Os livros consumidos, além dos didáticos, são em prosa (contos e romances,
preferencialmente) e destinados à categoria juvenil. Não são mais obras, veja
bem, como a dos venerados Shakespeare e Cervantes.
Há, pois, a velha discussão se determinados livros
podem ser considerados Literatura, com L maiúsculo. Os clássicos são aqueles
que foram escritos há tempos e, mesmo assim, não perderam a importância e
admiração social. Essas obras são universais, deram e dão origem e inspiração a
muitas outras obras recentes, além de enriquecerem o vocabulário e fazerem
pensar. Atualmente, porém, os mais lidos são os chamados Best-sellers – como o próprio nome já diz, mais vendidos.

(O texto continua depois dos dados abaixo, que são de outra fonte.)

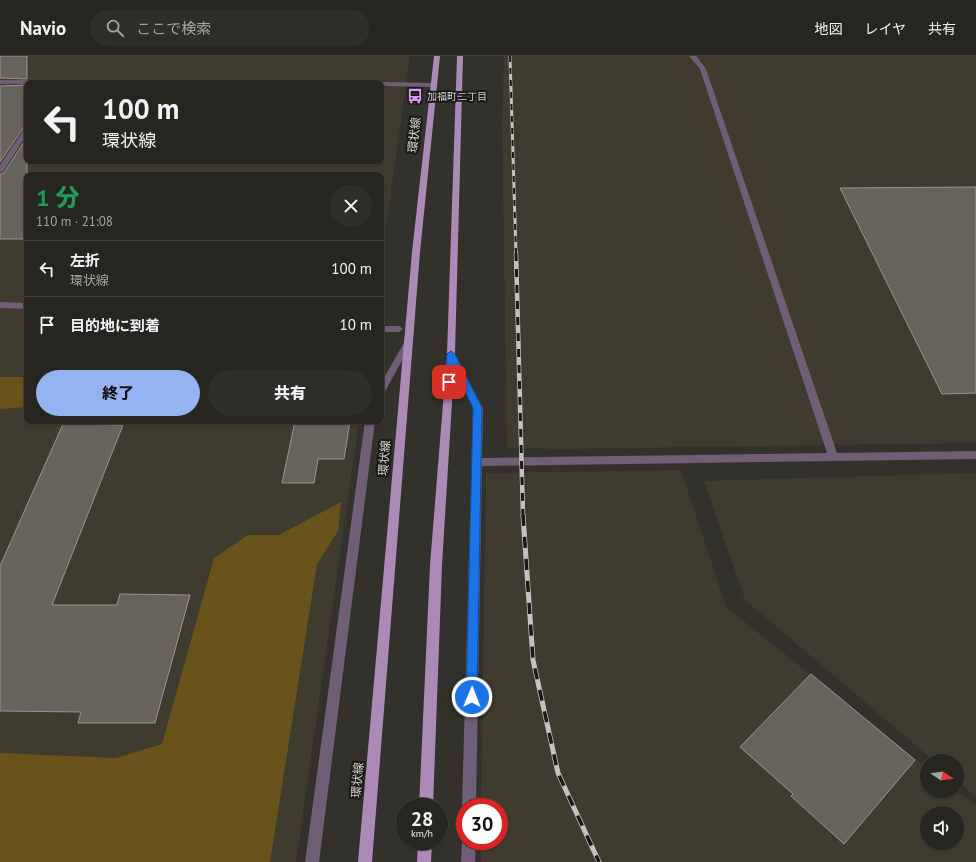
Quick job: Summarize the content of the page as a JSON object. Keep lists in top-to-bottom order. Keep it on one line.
{"streets":{"main road":["環状線"]},"places":{"bus stop":["加福町二丁目"]},"north":"right","page":{"header":"Navio","search":"ここで検索","nav":["地図","レイヤ","共有"],"turn":["100 m","環状線"],"heading":["1 分","110 m · 21:08"],"list":[{"name":"左折","note":"環状線","value":"100 m"},{"name":"目的地に到着","value":"10 m"}],"buttons":["終了","共有"],"speed":"28 km/h","limit":"30"}}
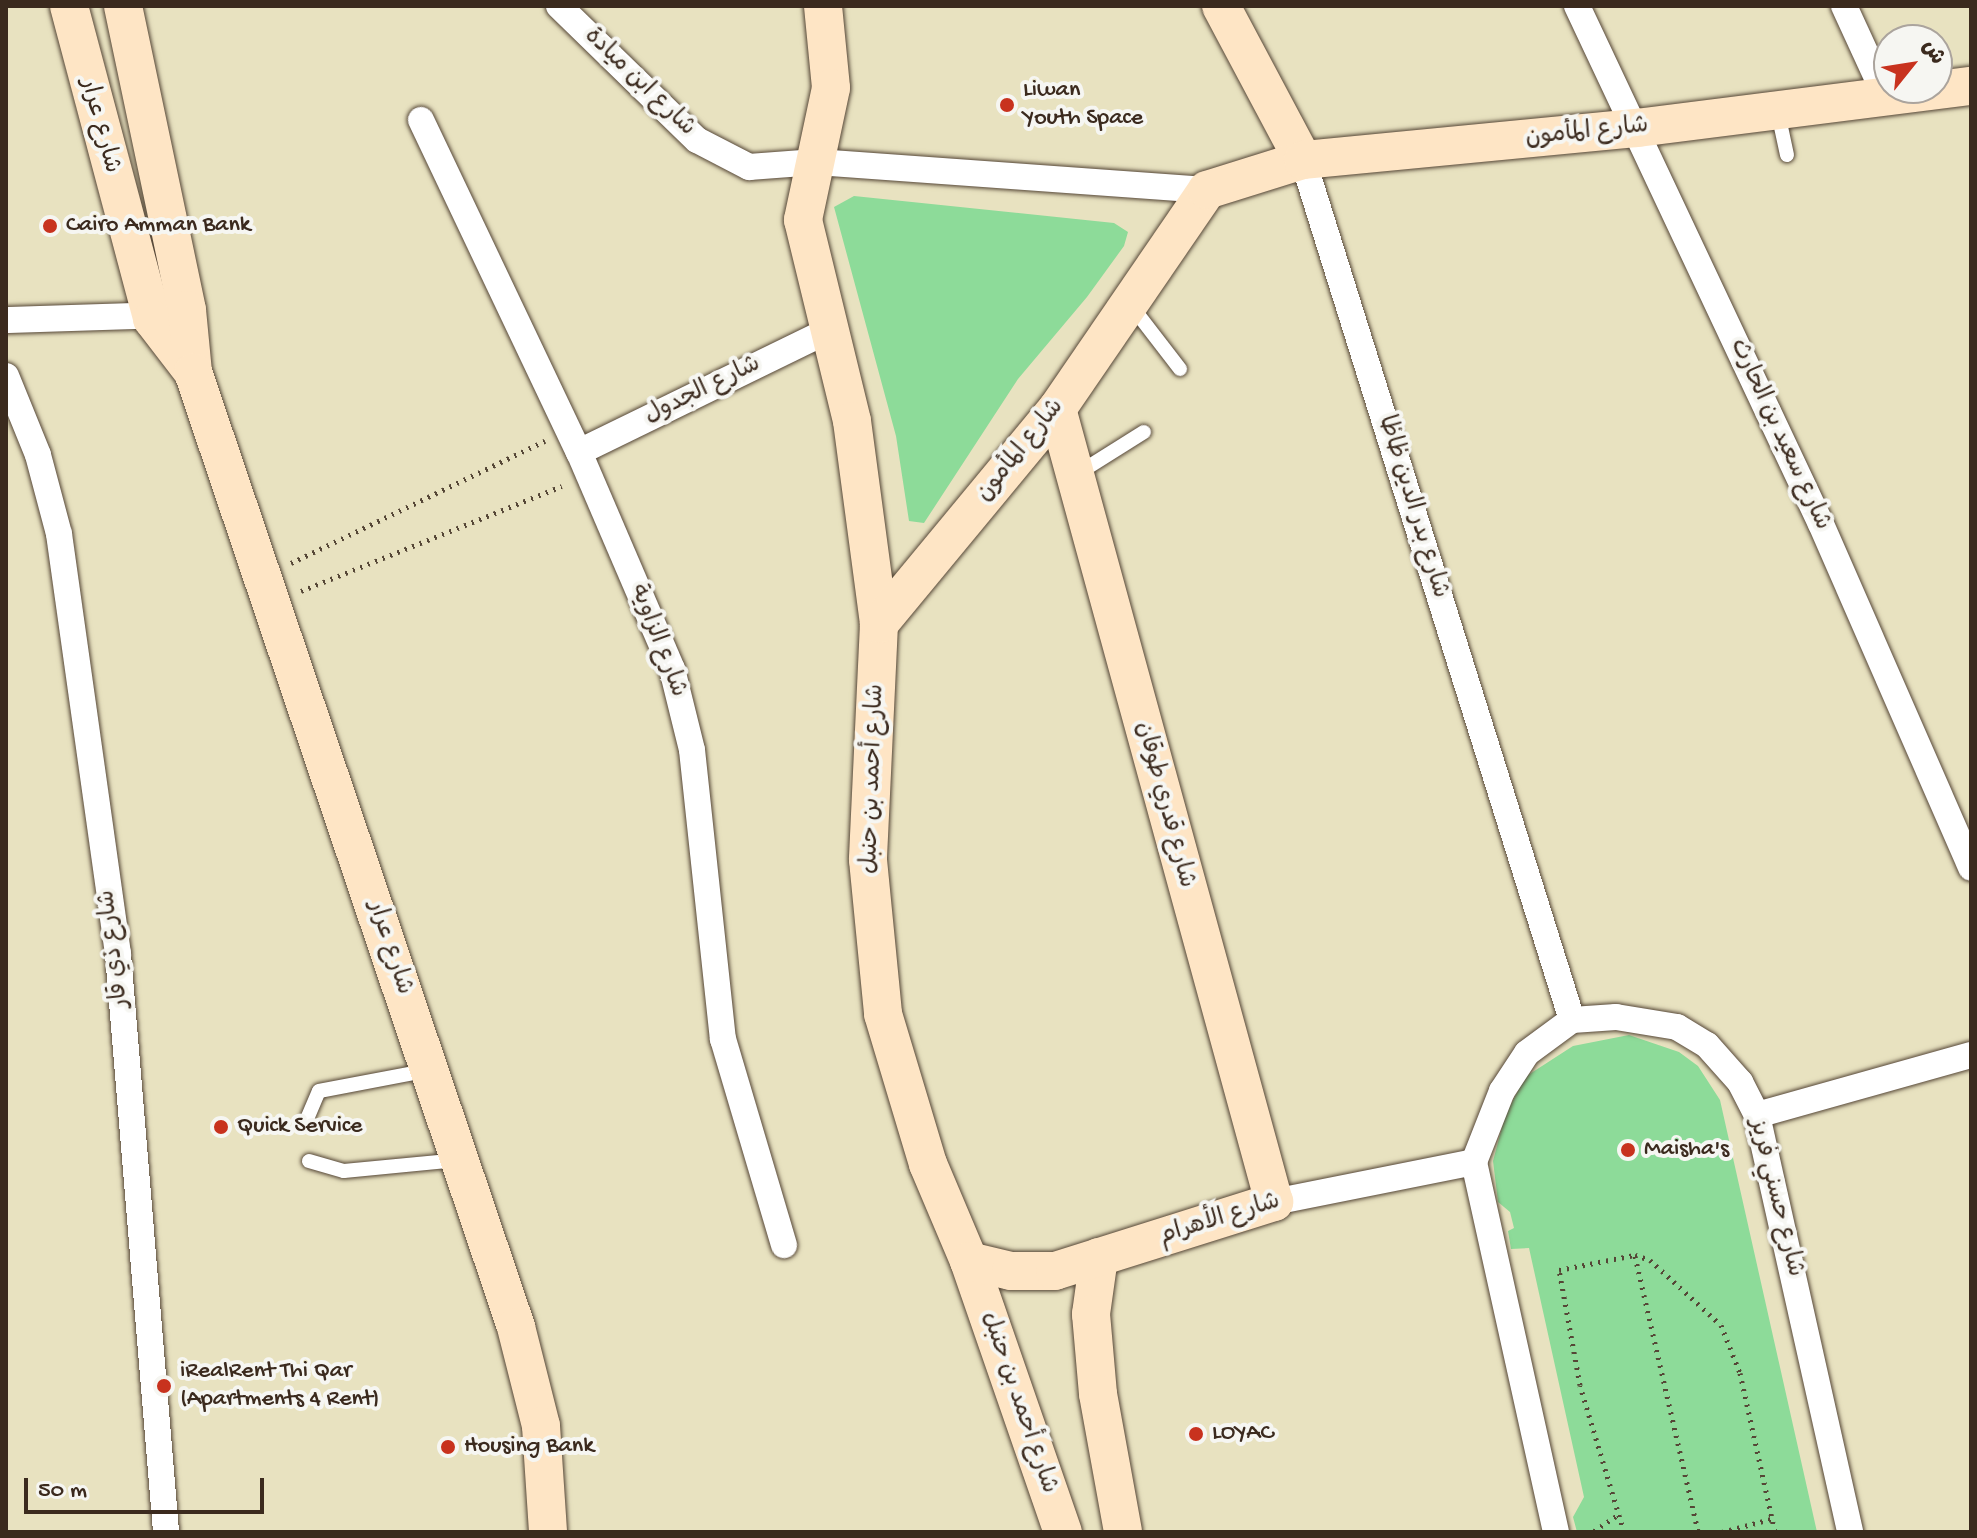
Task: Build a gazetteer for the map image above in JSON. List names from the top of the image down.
{
  "streets": {
    "street": [
      "شارع ابن ميادة",
      "شارع عرار",
      "شارع المأمون",
      "شارع الجدول",
      "شارع سعيد بن الحارث",
      "شارع بدر الدين ظاظا",
      "شارع الزاوية",
      "شارع أحمد بن حنبل",
      "شارع قدري طوقان",
      "شارع ذي قار",
      "شارع حسني فريز",
      "شارع الأهرام"
    ]
  },
  "crossings": [
    ["شارع ابن ميادة", "شارع المأمون"],
    ["شارع ابن ميادة", "شارع أحمد بن حنبل"],
    ["شارع المأمون", "شارع سعيد بن الحارث"],
    ["شارع المأمون", "شارع بدر الدين ظاظا"],
    ["شارع المأمون", "شارع أحمد بن حنبل"],
    ["شارع المأمون", "شارع قدري طوقان"],
    ["شارع الجدول", "شارع الزاوية"],
    ["شارع الجدول", "شارع أحمد بن حنبل"],
    ["شارع بدر الدين ظاظا", "شارع حسني فريز"],
    ["شارع أحمد بن حنبل", "شارع الأهرام"],
    ["شارع قدري طوقان", "شارع الأهرام"]
  ],
  "places": [
    "Liwan Youth Space",
    "Cairo Amman Bank",
    "Quick Service",
    "Maisha's",
    "iRealRent Thi Qar (Apartments 4 Rent)",
    "LOYAC",
    "Housing Bank"
  ],
  "scale_bar": "50 m",
  "north": "top right"
}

A defesa para o consumo dos Best-sellers fica em torno do preço acessível (em teoria), da linguagem banal e de sua essência rasa; fatores para
este tipo de literatura ser consumida no lugar do que os conservadores entendem
como “boa arte”.
Contrapondo essa visão conservadora, o dia mundial do
livro traz apenas o posicionamento: incentive
a leitura. Clássicos têm esta qualificação não por serem velhos e difíceis
de entender, mas porque suas reflexões e contribuições se estendem da sua época
para os tempos atuais. Best-sellers
são consumidos em massa não por serem baratos e banais, mas por trazerem, da
sua forma, reflexões e contribuições engajadas às tendências contemporâneas.
Pode-se ler clássicos apenas por serem velhos; muitos leem obras comerciais por
serem “mamão com açúcar”. Não importa a intenção do leitor ao ler, desde que o
faça. Qualquer forma de literatura é válida.
Com essa reflexão em mente, tratemos
da intertextualidade entre clássicos e best-sellers.
Como já dito, muitos clássicos serviram de base para as obras atuais; alguns de
forma não tão explícita, outros que se entregam no título. Os livros que
traremos não só reescrevem os clássicos a sua maneira, como ajudam a unificar
os tipos de leitores – por exemplo, uma releitura de Jane Austen traz tanto os
amantes dos clássicos que leram o original como os leitores de Chick-lit que
acabam por procurar a inspiração.
E começando pela autora citada, O diário de Bridget Jones e O diário secreto de Lizzie Bennet são
duas obras – de, respectivamente, Helen Fielding e Bernie Su – que recontam Orgulho e Preconceito nos dias atuais,
com reflexões sobre vícios, problemas com o próprio peso e desilusões amorosas.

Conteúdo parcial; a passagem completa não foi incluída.